# What you will do
Please report how many lines of the data include the word "Parse", with the number as the entire reply.

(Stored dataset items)
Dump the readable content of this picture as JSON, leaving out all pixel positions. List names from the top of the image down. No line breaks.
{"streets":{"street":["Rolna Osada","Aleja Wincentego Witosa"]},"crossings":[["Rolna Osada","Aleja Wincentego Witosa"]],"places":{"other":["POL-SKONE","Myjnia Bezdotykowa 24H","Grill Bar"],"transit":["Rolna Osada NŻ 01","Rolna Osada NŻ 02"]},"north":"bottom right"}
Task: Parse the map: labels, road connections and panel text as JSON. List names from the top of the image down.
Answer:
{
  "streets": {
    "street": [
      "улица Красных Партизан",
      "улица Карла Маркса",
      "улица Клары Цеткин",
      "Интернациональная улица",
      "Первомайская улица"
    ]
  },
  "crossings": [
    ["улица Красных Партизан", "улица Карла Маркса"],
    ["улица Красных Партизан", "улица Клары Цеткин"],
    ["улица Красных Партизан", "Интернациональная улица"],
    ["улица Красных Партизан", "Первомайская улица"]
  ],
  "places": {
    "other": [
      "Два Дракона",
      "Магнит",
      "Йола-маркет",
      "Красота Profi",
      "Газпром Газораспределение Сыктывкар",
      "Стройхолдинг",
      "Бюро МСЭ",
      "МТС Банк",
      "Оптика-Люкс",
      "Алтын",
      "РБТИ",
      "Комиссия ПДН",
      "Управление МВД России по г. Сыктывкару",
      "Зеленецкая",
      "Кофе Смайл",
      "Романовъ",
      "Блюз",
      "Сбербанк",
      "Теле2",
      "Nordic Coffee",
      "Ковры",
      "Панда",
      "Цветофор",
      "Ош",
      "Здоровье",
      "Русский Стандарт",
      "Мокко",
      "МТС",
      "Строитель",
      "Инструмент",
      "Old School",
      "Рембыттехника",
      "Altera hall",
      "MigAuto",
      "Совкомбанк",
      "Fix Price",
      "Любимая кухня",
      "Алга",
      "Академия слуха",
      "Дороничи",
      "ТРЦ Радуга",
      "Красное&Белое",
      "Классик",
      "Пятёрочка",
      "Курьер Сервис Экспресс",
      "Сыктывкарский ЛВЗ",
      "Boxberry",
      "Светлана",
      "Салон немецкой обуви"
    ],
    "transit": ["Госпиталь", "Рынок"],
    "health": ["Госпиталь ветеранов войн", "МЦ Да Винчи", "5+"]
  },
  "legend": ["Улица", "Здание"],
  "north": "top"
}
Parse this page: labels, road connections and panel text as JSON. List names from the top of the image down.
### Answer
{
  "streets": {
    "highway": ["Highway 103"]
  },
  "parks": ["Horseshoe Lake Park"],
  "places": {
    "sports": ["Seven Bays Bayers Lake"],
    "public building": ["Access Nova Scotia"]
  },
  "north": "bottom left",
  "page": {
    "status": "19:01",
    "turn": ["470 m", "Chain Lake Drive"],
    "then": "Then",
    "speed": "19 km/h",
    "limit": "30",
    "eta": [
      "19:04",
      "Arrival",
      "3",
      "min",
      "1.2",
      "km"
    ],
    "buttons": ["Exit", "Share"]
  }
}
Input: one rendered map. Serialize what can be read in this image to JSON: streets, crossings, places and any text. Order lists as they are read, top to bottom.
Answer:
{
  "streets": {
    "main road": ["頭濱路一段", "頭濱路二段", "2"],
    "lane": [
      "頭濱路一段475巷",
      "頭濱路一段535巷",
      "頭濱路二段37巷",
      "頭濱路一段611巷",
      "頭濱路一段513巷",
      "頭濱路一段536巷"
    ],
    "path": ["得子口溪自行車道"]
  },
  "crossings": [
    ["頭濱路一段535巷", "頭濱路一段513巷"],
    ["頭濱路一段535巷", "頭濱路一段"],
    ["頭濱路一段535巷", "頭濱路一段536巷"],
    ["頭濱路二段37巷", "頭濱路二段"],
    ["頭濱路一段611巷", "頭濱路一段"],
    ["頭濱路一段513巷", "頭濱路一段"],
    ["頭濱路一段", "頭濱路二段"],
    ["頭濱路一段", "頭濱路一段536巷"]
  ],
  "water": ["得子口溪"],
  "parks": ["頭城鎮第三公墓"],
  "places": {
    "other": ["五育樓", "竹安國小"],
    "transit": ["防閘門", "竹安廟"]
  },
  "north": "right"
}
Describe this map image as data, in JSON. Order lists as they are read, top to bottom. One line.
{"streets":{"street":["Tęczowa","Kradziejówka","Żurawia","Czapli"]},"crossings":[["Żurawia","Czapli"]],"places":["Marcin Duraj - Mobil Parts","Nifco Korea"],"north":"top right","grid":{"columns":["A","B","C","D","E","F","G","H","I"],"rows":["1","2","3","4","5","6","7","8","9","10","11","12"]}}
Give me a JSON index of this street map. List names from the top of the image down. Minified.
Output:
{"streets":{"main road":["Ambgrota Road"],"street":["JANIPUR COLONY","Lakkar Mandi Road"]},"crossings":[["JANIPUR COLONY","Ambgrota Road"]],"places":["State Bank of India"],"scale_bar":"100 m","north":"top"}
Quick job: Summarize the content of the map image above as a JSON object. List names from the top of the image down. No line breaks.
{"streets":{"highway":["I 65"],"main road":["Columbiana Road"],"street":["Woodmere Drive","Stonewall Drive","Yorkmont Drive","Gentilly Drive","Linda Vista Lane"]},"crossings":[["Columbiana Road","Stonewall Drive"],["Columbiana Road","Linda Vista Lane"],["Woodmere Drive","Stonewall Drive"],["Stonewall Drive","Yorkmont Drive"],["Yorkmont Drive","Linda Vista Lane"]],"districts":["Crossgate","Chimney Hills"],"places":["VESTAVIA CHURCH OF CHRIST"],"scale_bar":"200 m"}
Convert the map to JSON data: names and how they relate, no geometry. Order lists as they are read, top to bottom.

# The answer
2